Quantum Diffusion in Polaron Model of poly(dG)-poly(dC) and poly(dA)-poly(dT) DNA polymers

TL;DR

This study explores quantum diffusion of electrons in DNA polymers, showing how parameter fluctuations influence wavepacket spread, with regimes leading to ballistic propagation or localization.

Contribution

It introduces a model incorporating colored noise-induced fluctuations to analyze electron dynamics in DNA, revealing the impact of different regimes on wavepacket behavior.

Findings

Correlation decay time controls wavepacket spread

Motional narrowing leads to ballistic propagation

Adiabatic regime causes localization

Abstract

We numerically investigate quantum diffusion of an electron in a model of poly(dG)-poly(dC) and poly(dA)-poly(dT) DNA polymers with fluctuation of the parameters due to the impact of colored noise.
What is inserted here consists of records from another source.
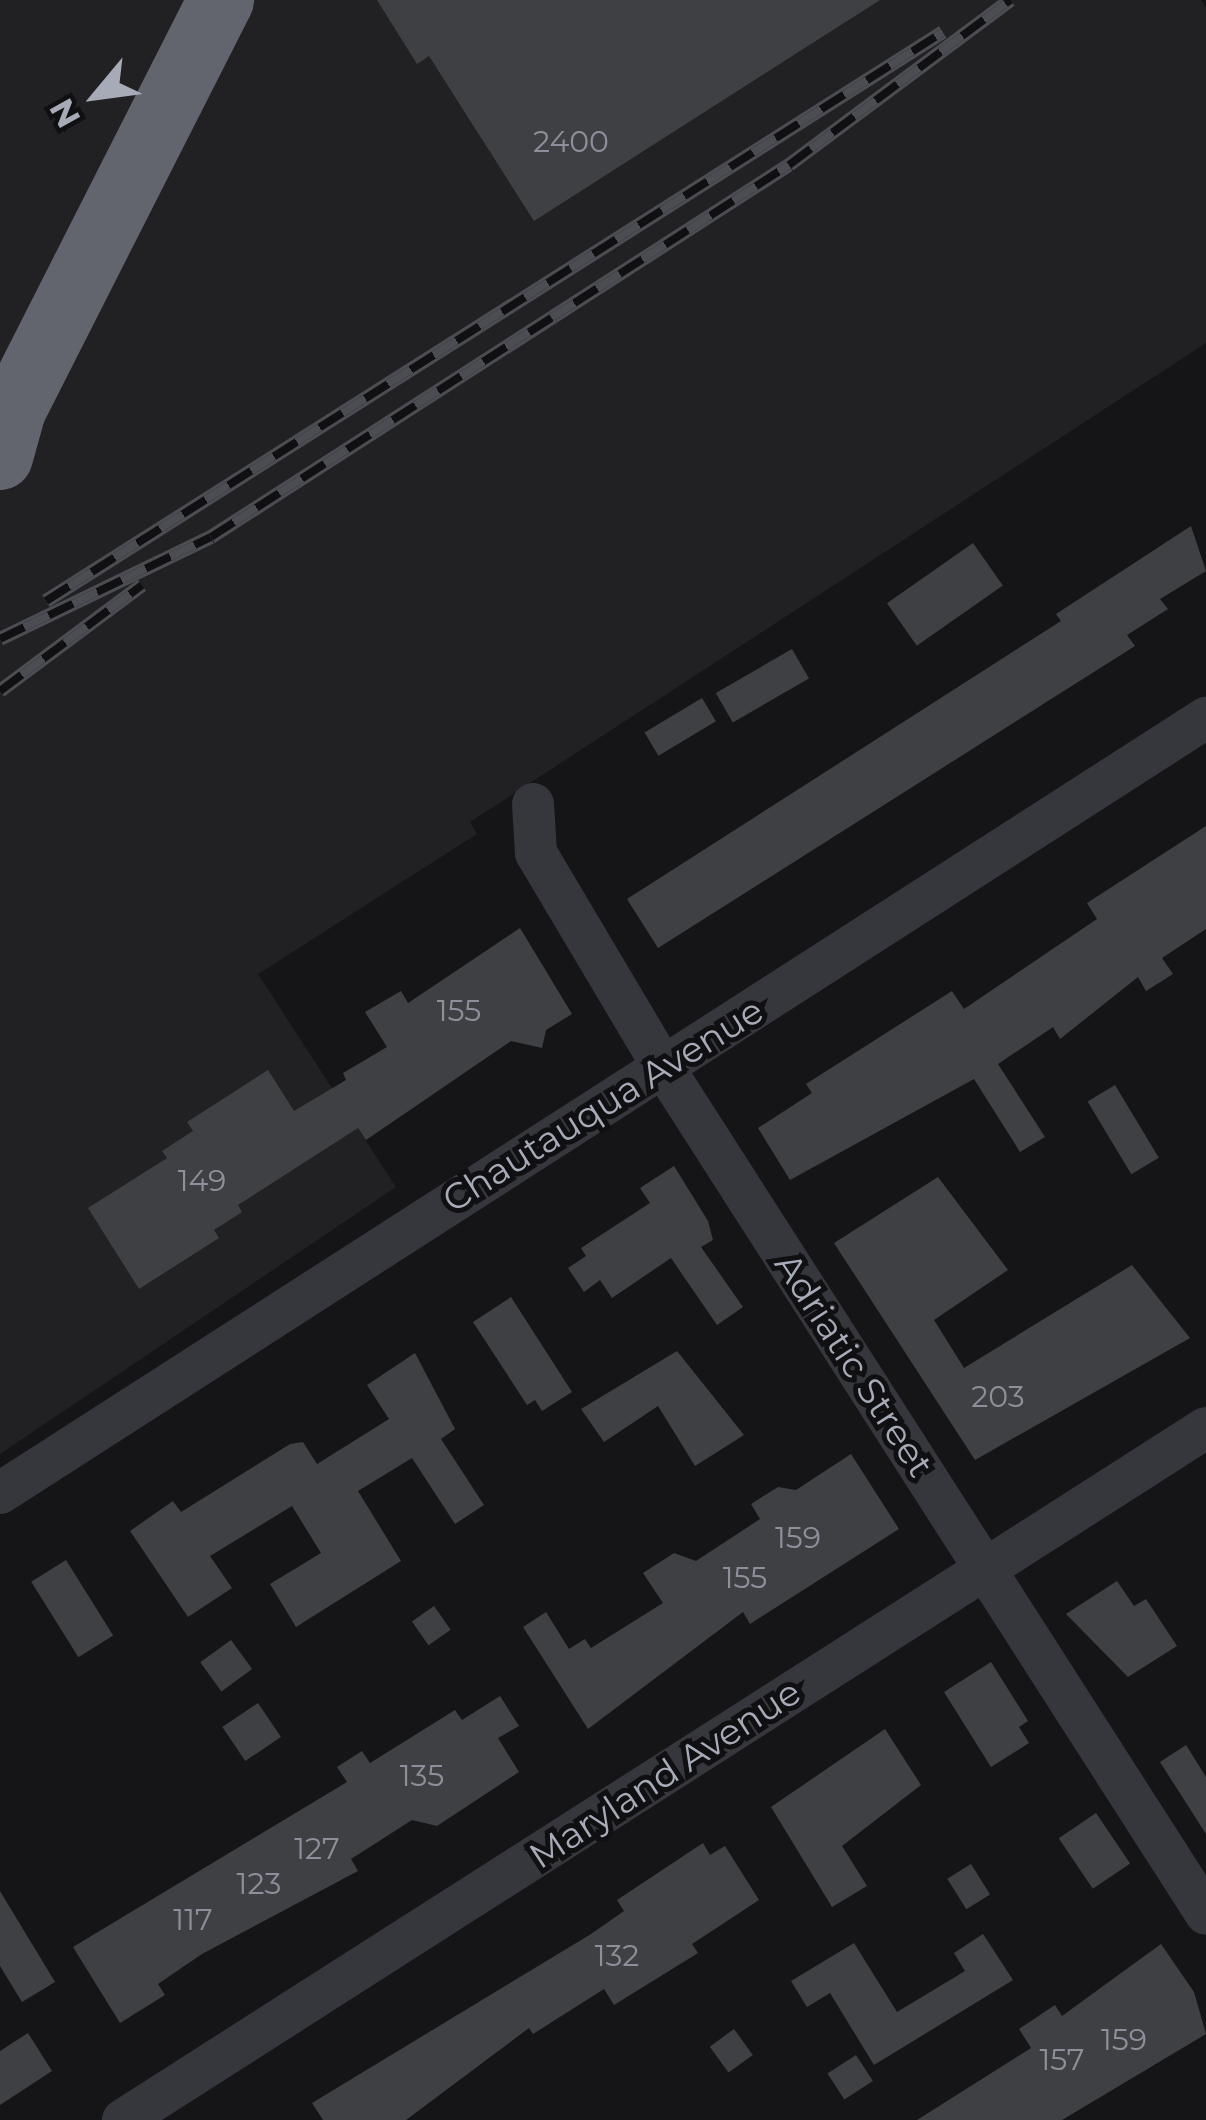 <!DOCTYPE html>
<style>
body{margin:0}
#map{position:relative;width:1206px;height:2120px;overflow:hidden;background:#151517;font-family:Montserrat,sans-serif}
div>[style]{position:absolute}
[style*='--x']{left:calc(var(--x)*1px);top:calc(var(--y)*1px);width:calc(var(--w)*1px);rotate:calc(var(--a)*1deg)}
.built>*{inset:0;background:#212124}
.building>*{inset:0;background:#3f4044;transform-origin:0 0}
.street>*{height:42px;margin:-21px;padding:0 21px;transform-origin:21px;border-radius:21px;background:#36373c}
.highway>*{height:66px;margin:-33px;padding:0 33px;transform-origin:33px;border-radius:33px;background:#62656d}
.rail>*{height:14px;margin-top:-7px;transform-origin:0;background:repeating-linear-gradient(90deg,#101012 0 27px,#4b4d53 0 54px);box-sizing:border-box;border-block:3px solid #4b4d53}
span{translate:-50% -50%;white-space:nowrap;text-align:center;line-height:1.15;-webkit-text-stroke:10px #101012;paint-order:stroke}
.number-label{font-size:30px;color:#8d909a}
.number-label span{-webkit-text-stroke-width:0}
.street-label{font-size:36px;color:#a7abb7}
.north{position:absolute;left:36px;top:36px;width:120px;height:120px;-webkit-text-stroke:9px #101012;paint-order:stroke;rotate:241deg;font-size:33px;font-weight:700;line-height:48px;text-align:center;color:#a7abb7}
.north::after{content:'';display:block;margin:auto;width:42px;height:54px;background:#a7abb7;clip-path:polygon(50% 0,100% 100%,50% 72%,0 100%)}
</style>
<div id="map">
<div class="built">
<div style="clip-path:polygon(0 0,1201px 0,1206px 8px,1206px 343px,470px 822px,477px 834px,258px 974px,396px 1187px,0 1454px)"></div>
</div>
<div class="building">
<div style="clip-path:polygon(377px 0,880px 0,534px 221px,429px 56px,417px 64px)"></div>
<div style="clip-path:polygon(1191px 526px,1206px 571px,1160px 599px,1168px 609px,1127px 635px,1135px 646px,658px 948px,627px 899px,1061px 621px,1056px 614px)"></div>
<div style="left:973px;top:543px;width:52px;height:105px;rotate:55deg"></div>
<div style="left:792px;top:649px;width:34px;height:88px;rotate:60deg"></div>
<div style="left:702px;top:698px;width:27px;height:67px;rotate:59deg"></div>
<div style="clip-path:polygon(1206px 826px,1206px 929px,1162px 958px,1173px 974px,1146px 991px,1138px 977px,1060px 1039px,1053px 1027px,998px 1064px,1045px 1137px,1020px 1152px,974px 1079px,790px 1180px,758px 1128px,812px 1093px,806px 1084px,952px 991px,964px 1009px,1097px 919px,1087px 903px)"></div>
<div style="clip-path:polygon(520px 928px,572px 1014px,546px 1030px,542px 1048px,511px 1041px,366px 1140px,358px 1128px,238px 1205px,242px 1212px,214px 1230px,219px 1238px,139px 1289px,88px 1208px,167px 1158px,162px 1151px,193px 1131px,187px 1122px,268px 1070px,294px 1111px,346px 1080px,343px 1073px,387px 1047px,365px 1012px,401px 991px,408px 1003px)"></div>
<div style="left:1115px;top:1085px;width:85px;height:32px;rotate:59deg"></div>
<div style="clip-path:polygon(674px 1166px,708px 1221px,713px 1240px,701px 1247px,743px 1307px,717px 1325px,671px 1258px,612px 1298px,600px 1280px,584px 1292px,568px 1268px,586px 1256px,581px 1248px,650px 1203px,640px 1188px)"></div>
<div style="clip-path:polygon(938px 1177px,1008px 1270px,934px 1320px,964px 1368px,1132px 1265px,1190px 1338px,975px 1460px,834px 1243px)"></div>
<div style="clip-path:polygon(511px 1297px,572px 1392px,542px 1411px,535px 1400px,527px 1405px,473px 1322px)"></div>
<div style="clip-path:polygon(677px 1351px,744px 1435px,695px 1466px,658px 1406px,604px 1442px,581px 1409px)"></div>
<div style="clip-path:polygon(415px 1353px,455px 1429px,441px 1439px,484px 1505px,455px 1524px,412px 1458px,358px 1491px,401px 1561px,296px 1627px,270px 1584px,321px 1553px,292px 1506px,210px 1556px,232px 1588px,188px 1617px,130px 1531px,173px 1501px,181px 1512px,290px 1444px,303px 1442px,317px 1464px,389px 1419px,367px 1385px)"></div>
<div style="clip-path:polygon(851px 1454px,899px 1529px,750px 1624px,743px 1612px,588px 1729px,523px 1627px,546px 1612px,569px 1649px,585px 1639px,591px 1648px,663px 1603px,643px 1573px,674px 1553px,696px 1561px,760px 1519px,751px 1504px,778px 1487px,796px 1490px)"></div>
<div style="left:66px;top:1560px;width:89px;height:41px;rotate:58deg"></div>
<div style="clip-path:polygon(1117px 1581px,1134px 1606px,1146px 1599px,1177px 1646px,1128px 1677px,1066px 1614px)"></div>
<div style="left:434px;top:1606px;width:29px;height:27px;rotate:55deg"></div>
<div style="left:231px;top:1640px;width:36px;height:38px;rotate:54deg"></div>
<div style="clip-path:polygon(991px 1662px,1028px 1721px,1019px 1727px,1029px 1743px,991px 1767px,944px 1692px)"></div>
<div style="clip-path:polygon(500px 1696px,519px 1726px,498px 1738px,519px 1772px,437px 1826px,412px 1820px,351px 1859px,358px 1871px,202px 1954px,158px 1984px,165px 1995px,120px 2023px,73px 1947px,347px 1782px,337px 1767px,362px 1751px,370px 1763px,455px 1710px,462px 1720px)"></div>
<div style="left:258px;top:1703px;width:41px;height:43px;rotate:56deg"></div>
<div style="clip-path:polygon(885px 1729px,921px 1785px,842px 1846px,867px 1886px,832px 1907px,771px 1807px)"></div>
<div style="clip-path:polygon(1186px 1745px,1206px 1777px,1206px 1834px,1160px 1762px)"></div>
<div style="left:1096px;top:1813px;width:61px;height:45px;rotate:56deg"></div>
<div style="clip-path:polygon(703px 1843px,710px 1855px,725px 1846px,759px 1900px,692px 1944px,698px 1953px,614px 2005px,604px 1989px,533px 2034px,529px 2028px,406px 2120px,323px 2120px,312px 2103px,591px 1934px,624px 1911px,617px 1900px)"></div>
<div style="left:971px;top:1864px;width:36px;height:28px;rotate:58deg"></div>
<div style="clip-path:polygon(0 1891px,55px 1982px,22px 2002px,0 1966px)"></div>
<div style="clip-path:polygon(983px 1934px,1013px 1980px,874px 2065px,830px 1993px,807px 2007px,791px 1981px,854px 1943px,897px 2012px,965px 1971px,954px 1953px)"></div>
<div style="clip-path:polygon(1161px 1944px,1194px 1992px,1206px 2034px,1062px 2120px,917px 2120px,1031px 2048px,1019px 2029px,1055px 2005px,1062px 2016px)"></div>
<div style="left:734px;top:2029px;width:32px;height:30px;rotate:54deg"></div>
<div style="clip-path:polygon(28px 2033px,52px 2071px,0 2105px,0 2051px)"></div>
<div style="left:856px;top:2055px;width:31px;height:34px;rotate:57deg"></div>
</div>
<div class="street">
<div style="--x:533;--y:804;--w:49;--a:86.5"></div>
<div style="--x:536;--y:853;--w:247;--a:59.3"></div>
<div style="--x:662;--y:1065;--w:1008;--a:57.35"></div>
<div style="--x:0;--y:1493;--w:1434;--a:-32.73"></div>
<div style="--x:123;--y:2120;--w:1285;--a:-32.58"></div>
</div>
<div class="highway">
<div style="--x:0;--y:457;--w:49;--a:-74.5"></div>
<div style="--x:13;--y:410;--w:460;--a:-63.1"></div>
</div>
<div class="rail">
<div style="--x:46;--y:601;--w:1062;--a:-32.39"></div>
<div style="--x:0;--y:639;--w:234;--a:-25.8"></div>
<div style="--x:211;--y:537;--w:687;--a:-32.77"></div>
<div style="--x:789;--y:165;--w:276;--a:-36.7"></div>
<div style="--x:0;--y:691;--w:177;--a:-36.7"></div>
</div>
<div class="number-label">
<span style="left:571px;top:142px">2400</span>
<span style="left:459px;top:1011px">155</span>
<span style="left:202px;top:1181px">149</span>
<span style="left:998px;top:1397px">203</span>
<span style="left:798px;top:1538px">159</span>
<span style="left:745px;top:1578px">155</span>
<span style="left:422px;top:1776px">135</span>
<span style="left:317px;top:1849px">127</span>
<span style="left:259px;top:1884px">123</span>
<span style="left:193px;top:1920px">117</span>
<span style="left:617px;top:1956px">132</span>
<span style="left:1124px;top:2040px">159</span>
<span style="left:1062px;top:2060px">157</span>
</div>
<div class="street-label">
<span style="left:603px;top:1105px;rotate:-32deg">Chautauqua Avenue</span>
<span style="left:854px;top:1365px;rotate:57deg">Adriatic Street</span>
<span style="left:665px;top:1774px;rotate:-33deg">Maryland Avenue</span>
</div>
<div class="north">N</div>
</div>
The randomness is introduced by fluctuations of distance between two consecutive bases along the stacked base pairs. We demonstrate that in the model the decay time of the correlation can control the spread of the electronic wavepacket. Furthermore it is shown that in a motional narrowing regime the averaging over fluctuation causes ballistic propagation of the wavepacket, and in the adiabatic regime the electronic states are affected by localization.